● SUPPLIED DATA:
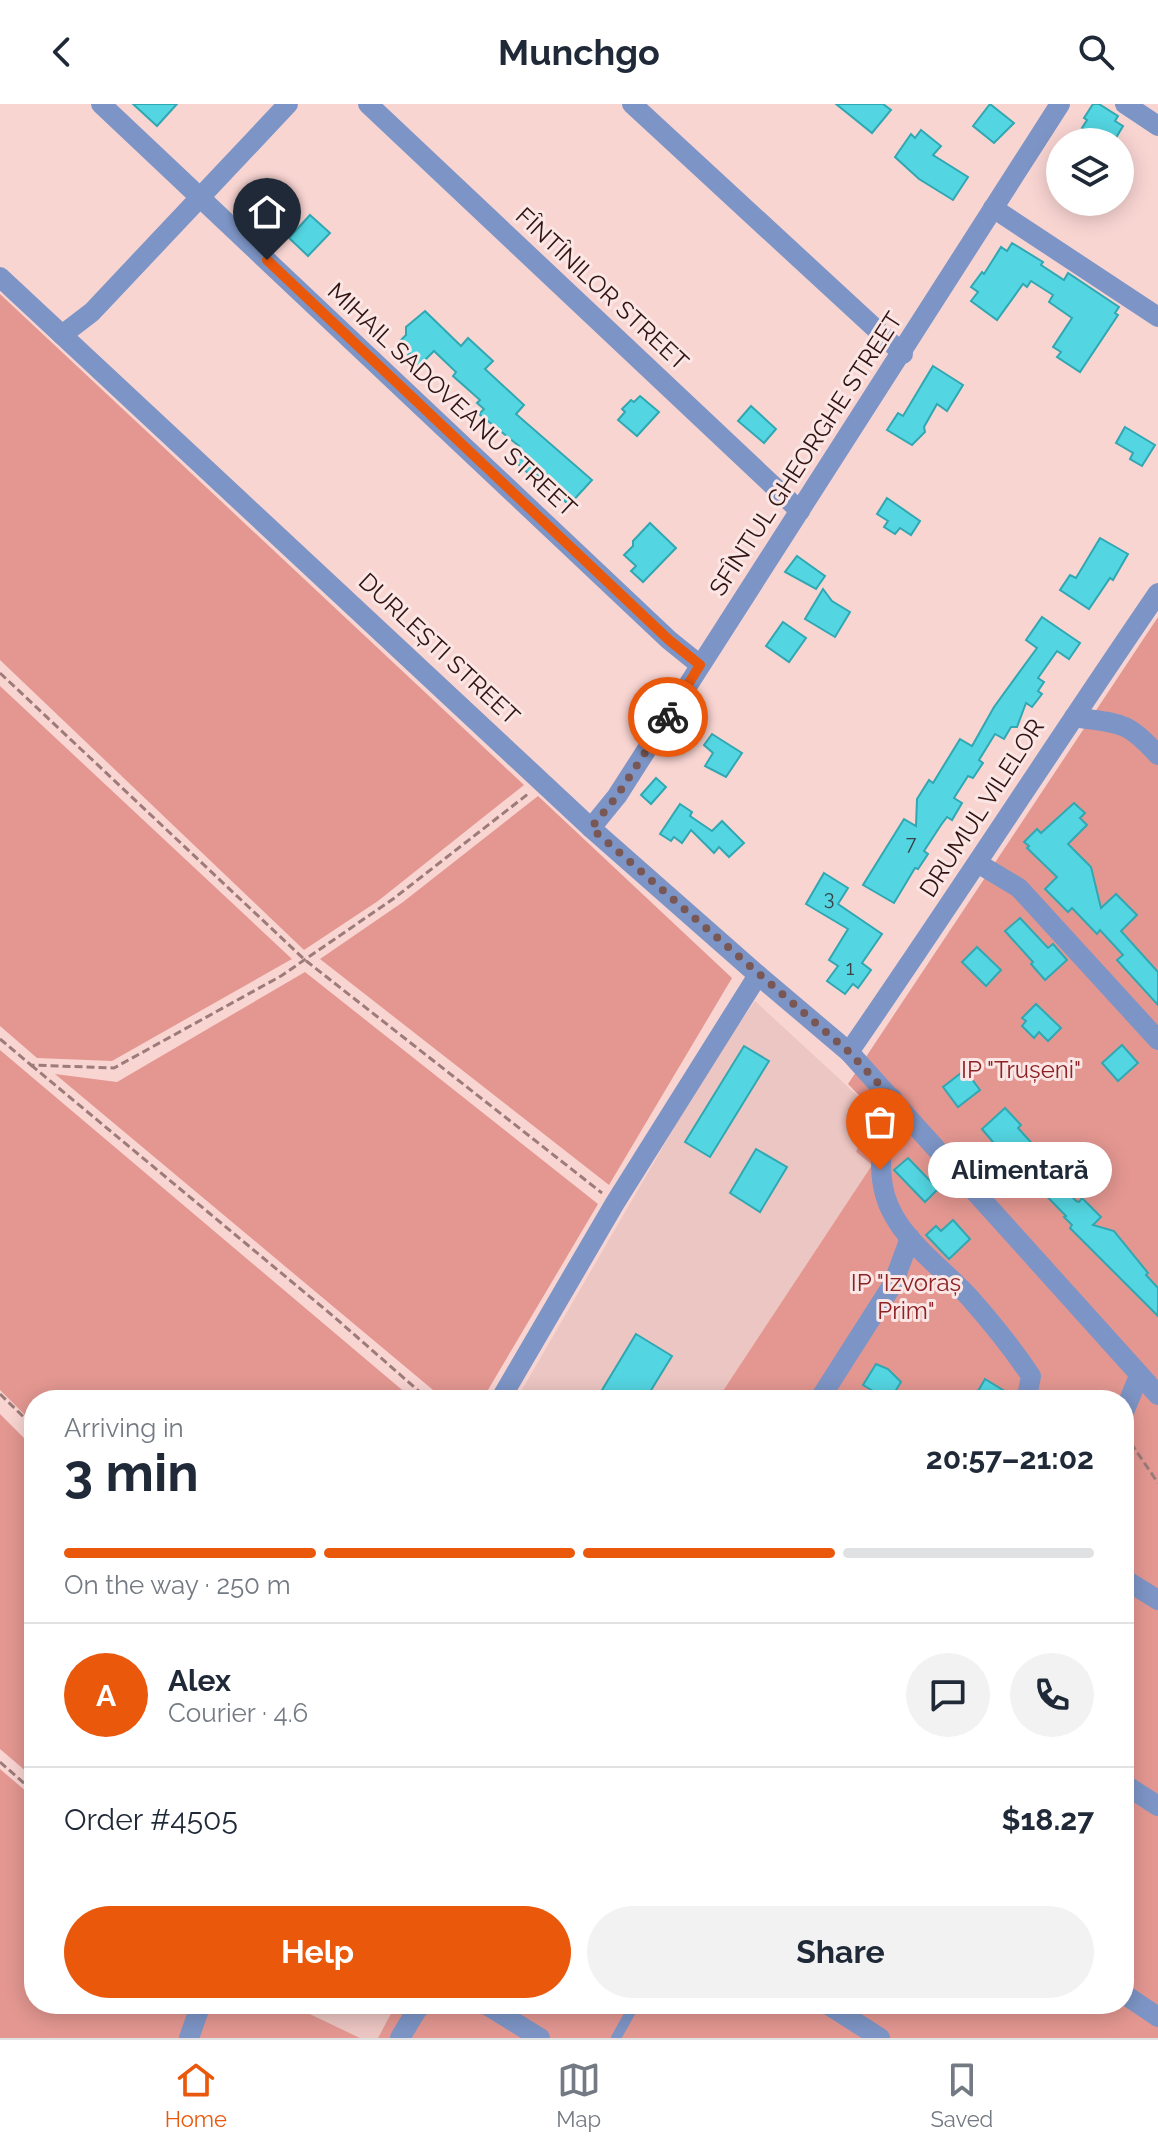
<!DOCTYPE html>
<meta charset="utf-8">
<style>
:root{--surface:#fff;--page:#f2f2f3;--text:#1f2937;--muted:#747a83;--line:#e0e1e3;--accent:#ea580c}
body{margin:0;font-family:Raleway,sans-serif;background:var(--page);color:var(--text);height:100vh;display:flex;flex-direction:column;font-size:30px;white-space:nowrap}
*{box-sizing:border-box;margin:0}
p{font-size:26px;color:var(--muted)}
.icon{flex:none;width:44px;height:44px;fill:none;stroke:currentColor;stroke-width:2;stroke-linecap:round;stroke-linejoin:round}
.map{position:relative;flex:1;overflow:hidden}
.side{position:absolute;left:24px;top:1286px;width:1110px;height:624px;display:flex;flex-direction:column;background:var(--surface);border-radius:32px;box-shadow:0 4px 20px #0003}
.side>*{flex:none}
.controls{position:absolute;left:1046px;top:24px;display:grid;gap:16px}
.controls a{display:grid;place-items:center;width:88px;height:88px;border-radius:50%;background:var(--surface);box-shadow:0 4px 20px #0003;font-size:40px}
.pin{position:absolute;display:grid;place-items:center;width:68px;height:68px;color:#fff;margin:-82px -34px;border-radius:50% 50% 50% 0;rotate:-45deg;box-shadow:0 0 8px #0007}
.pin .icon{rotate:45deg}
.courier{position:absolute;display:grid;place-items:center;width:80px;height:80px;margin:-40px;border:6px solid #ea580c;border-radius:50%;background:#fff;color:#222;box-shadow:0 2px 10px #0007}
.bubble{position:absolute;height:56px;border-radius:28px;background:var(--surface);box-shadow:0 4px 20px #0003;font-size:26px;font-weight:700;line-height:56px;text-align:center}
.headline em{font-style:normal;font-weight:700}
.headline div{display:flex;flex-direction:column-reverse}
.headline{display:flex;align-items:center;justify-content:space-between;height:136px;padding:0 40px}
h1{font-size:52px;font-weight:700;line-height:60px}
.bar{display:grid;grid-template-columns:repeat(4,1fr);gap:12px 8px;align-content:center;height:96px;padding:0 40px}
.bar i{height:10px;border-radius:6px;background:var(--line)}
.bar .selected{background:var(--accent)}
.bar p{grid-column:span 4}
.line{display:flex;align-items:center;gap:20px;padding:0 40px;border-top:2px solid var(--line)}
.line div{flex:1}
.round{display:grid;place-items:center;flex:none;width:84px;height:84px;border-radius:42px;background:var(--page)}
.button{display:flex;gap:16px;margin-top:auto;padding:16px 40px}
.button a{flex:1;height:92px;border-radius:48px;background:var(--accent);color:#fff;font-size:32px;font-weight:700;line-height:92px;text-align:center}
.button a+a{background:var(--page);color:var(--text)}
header{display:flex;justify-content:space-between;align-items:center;height:104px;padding:0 40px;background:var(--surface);font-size:36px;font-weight:700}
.tab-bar{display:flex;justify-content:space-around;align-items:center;height:112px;border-top:2px solid var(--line);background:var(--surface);font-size:22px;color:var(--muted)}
.tab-bar a{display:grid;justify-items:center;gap:4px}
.tab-bar .selected{color:var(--accent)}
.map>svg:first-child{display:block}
.built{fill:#ecc6c2}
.green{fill:#e49791}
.building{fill:#53d6e2;stroke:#31a7b2;stroke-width:2}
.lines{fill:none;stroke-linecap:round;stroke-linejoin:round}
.path{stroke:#9c7b79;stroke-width:3;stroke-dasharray:8 4;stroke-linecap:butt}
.service{stroke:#7d95c6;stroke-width:10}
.minor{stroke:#7d95c6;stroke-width:20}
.tertiary{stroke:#7d95c6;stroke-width:20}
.done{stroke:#785755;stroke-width:8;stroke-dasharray:0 14.4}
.route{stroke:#ea580c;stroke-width:10}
.labels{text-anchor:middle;stroke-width:6;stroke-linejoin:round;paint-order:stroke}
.number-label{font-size:20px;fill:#3a4446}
.street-label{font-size:24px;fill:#321312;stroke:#fae7e5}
.park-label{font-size:24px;fill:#8d2124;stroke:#fae7e5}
</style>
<header><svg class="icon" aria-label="back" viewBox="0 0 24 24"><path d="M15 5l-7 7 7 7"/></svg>Munchgo<svg class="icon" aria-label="search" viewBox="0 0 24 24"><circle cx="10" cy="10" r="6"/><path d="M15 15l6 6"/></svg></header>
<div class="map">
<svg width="1158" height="1934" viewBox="0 0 1158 1934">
<rect width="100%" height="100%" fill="#f9d5d2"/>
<g class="built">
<polygon points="755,897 872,1005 856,1048 872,1061 717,1296 516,1296 708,965"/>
<polygon points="289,1900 396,1900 378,1934 360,1934"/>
</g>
<g class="green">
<polygon points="0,190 524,681 378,797 304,846 0,556"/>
<polygon points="1158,513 1158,1934 378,1934 396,1900 1124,1900 1124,1296 717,1296 872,1061 856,1048 872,1005 848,980"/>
<polygon points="0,582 292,855 112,957 37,954 0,922"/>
<polygon points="538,692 732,874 609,1081 320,855 403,798"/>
<polygon points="305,868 598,1100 482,1296 445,1296 55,970 117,978"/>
<polygon points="0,946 414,1296 34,1296 34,1320 0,1286"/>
<polygon points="0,1310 34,1344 34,1674 0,1645"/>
<polygon points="0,1665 34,1694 34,1900 289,1900 360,1934 0,1934"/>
</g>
<g class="building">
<polygon points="133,0 177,0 157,22"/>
<polygon points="836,0 883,0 891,6 872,29"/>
<polygon points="990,0 1014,19 994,39 973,22"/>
<polygon points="1093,0 1099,0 1118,12 1115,17 1123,22 1114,37 1106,32 1103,38 1082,24 1087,16 1084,14"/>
<polygon points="921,26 941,42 933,51 968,73 953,96 919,75 895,53 911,30 915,34"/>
<polygon points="267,75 289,96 262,123 240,102"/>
<polygon points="310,111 330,129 308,152 289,134"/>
<polygon points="1012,139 1043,158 1041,161 1064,176 1068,169 1119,203 1115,209 1118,211 1080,268 1057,253 1061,248 1053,243 1072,214 1049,198 1053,191 1031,177 1027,183 1023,180 997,216 971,197 978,188 971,183 982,168 984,170 1001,143 1007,147"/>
<polygon points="425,207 461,242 468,234 493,257 485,265 524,301 516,310 592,376 569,401 533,367 529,370 510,353 519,342 479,310 484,305 477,299 480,296 453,272 456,268 434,247 419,262 408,251 410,249 399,238 406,231 406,223"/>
<polygon points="933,262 963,281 947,307 937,300 924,323 925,328 912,341 887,326 898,309 903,312"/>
<polygon points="640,292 659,308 637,332 618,316 625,308 622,305 631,296 634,298"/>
<polygon points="751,302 776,325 764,339 738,317"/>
<polygon points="1125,323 1155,341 1142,362 1130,355 1133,349 1116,339"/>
<polygon points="887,394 920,417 911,431 900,424 895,430 884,423 888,417 877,410"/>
<polygon points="650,419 676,444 643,478 631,467 636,462 624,451 633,442 633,437"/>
<polygon points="1100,434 1128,450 1113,476 1110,474 1089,505 1060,486 1070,471 1076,474"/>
<polygon points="797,452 825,472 816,485 785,468"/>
<polygon points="823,485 832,497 850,508 835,533 805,515"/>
<polygon points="1042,513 1080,539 1069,555 1057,547 1038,574 1044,578 1038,587 1042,590 1032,603 1026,599 1017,623 1011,623 1004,635 995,630 979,656 983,659 973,674 968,672 954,694 962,699 952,716 947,713 941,721 924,747 928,750 918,765 915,764 894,799 863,781 904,715 916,722 917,695 929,676 933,679 960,635 972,642 994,603 1037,544 1026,536"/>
<polygon points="783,518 806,534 789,558 766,542"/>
<polygon points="712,630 742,649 726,673 705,662 713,649 704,641"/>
<polygon points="656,674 666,683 651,700 641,691"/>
<polygon points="1074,699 1085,709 1080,714 1087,721 1068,740 1091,763 1101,804 1116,790 1137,811 1121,827 1158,868 1158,901 1117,856 1123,851 1100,826 1097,830 1072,804 1068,808 1045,785 1057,773 1027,744 1029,742 1024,738 1037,725 1041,729"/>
<polygon points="680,700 692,708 690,712 712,727 722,717 744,739 729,753 719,743 714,749 691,726 682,739 674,733 671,737 660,730"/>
<polygon points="824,769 848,784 838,800 882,830 862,859 871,866 858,884 853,880 845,890 827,877 838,862 829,856 848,825 806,800"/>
<polygon points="1020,814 1048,844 1053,840 1067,856 1045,876 1031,860 1033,858 1005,827"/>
<polygon points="977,843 1001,866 986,882 962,858"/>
<polygon points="1036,900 1061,924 1048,937 1039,928 1034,934 1022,922 1026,917 1022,914"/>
<polygon points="1122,941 1138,959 1118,977 1102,959"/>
<polygon points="744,942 769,957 710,1053 685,1038"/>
<polygon points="965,966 980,986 958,1003 943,983"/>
<polygon points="1005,1004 1021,1021 1018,1024 1047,1056 1041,1061 1076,1097 1079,1098 1082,1094 1101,1113 1093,1121 1114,1127 1148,1169 1146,1171 1158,1184 1158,1212 1070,1124 1072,1121 1064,1113 1066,1112 1028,1073 1025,1076 982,1025"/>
<polygon points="756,1045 787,1063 760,1108 730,1089"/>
<polygon points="908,1054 938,1085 925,1098 894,1066"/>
<polygon points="953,1116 970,1135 949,1155 926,1131 936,1122 941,1127"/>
<polygon points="636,1230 672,1252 645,1296 596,1296"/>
<polygon points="876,1260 888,1265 901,1278 890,1296 867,1296 873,1287 863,1281"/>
<polygon points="985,1275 1011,1291 1010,1296 973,1296"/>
</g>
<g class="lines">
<g class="path">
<polyline points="0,569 305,856 602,1089"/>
<polyline points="0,935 31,961 114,964 281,872 393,795 528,690"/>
<polyline points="31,961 333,1212 429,1296"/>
<polyline points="0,1290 34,1323"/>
<polyline points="1124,1329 1158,1379"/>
<polyline points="0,1658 34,1688"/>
</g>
<polyline class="service" points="616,1934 635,1900"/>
<g class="minor">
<polyline points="101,0 669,536 700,561"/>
<polyline points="368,0 800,407"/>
<polyline points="632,0 903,250"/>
<polyline points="1125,0 1158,22"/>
<polyline points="993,104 1158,213"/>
<polyline points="62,231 92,208 288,0"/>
<path d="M1074,613C1119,620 1125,615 1158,651"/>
<polyline points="591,724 617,692 1060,0"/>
<polyline points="979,760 1019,784 1158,936"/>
<path d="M849,948C954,796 1054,641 1158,489"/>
<path d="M892,994C884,1027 876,1057 885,1091C897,1134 942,1163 970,1194C992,1219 1013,1245 1031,1272L1028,1288L1023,1296"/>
<polyline points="500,1296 615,1099 758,871"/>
<polyline points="819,1296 893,1180 910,1134"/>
<polyline points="1124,1308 1139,1272"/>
<polyline points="1124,1475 1158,1496"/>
<polyline points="1124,1680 1158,1702"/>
<polyline points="1124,1890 1158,1913"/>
<polyline points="485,1900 540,1934"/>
<polyline points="827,1900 880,1934"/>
<polyline points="189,1934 201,1900"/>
<polyline points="400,1934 418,1904 425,1900"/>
</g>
<polyline class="tertiary" points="0,173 591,724 758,871 849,948 1158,1291"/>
</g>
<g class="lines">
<polyline class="done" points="668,613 617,692 591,724 849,948 892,994 881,1038 880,1066"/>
<polyline class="route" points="267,156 669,536 700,561 668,613"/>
</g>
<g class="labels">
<g class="number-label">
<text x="911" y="746">7</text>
<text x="829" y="801">3</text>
<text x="850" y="871">1</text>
</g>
<g class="street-label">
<text transform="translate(602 185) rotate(43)" y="8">FÎNTÎNILOR STREET</text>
<text transform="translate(452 296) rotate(43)" y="8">MIHAIL SADOVEANU STREET</text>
<text transform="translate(806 350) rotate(-57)" y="8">SFÎNTUL GHEORGHE STREET</text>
<text transform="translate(439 545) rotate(43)" y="8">DURLEȘTI STREET</text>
<text transform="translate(982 704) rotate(-57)" y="8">DRUMUL VILELOR</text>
</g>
<g class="park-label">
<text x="1021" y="974">IP "Trușeni"</text>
<text x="906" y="1187">IP "Izvoraș<tspan x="906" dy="28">Prim"</tspan></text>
</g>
</g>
</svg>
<div class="controls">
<a><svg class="icon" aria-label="layers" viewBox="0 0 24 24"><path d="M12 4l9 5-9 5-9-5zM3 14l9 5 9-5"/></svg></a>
</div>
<div class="pin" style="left:880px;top:1066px;background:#ea580c"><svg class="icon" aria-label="bag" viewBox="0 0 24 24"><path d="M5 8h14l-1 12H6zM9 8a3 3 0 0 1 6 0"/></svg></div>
<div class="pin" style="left:267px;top:156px;background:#1f2937"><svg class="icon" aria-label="home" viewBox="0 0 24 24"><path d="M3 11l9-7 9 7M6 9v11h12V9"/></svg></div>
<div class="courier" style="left:668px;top:613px"><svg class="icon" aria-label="bike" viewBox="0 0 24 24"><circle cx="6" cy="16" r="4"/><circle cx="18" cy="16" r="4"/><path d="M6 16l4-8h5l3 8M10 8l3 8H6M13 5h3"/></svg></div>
<div class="bubble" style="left:928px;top:1038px;width:184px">Alimentară</div>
<section class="side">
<div class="headline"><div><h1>3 min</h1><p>Arriving in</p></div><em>20:57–21:02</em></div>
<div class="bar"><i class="selected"></i><i class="selected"></i><i class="selected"></i><i></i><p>On the way · 250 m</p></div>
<div class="line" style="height:144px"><b class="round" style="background:var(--accent);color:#fff">A</b><div><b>Alex</b><p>Courier · 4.6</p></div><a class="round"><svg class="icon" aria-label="chat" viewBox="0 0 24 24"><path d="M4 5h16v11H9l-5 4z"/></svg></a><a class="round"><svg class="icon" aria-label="phone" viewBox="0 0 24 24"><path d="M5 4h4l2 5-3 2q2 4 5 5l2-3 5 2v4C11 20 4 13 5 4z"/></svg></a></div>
<div class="line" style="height:104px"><div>Order #4505</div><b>$18.27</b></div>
<div class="button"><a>Help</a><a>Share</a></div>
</section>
</div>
<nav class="tab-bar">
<a class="selected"><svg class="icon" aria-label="home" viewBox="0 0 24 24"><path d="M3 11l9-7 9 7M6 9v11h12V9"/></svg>Home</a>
<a><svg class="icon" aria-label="map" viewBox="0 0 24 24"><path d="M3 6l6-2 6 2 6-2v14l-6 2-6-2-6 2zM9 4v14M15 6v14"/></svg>Map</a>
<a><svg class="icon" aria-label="saved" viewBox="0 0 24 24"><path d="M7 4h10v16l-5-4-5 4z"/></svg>Saved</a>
</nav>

● EXERCISE DESCRIPTION:
Lines holding the string "headline" must be copied out of the entries above.

● FINAL ANSWER:
.headline em{font-style:normal;font-weight:700}
.headline div{display:flex;flex-direction:column-reverse}
.headline{display:flex;align-items:center;justify-content:space-between;height:136px;padding:0 40px}
<div class="headline"><div><h1>3 min</h1><p>Arriving in</p></div><em>20:57–21:02</em></div>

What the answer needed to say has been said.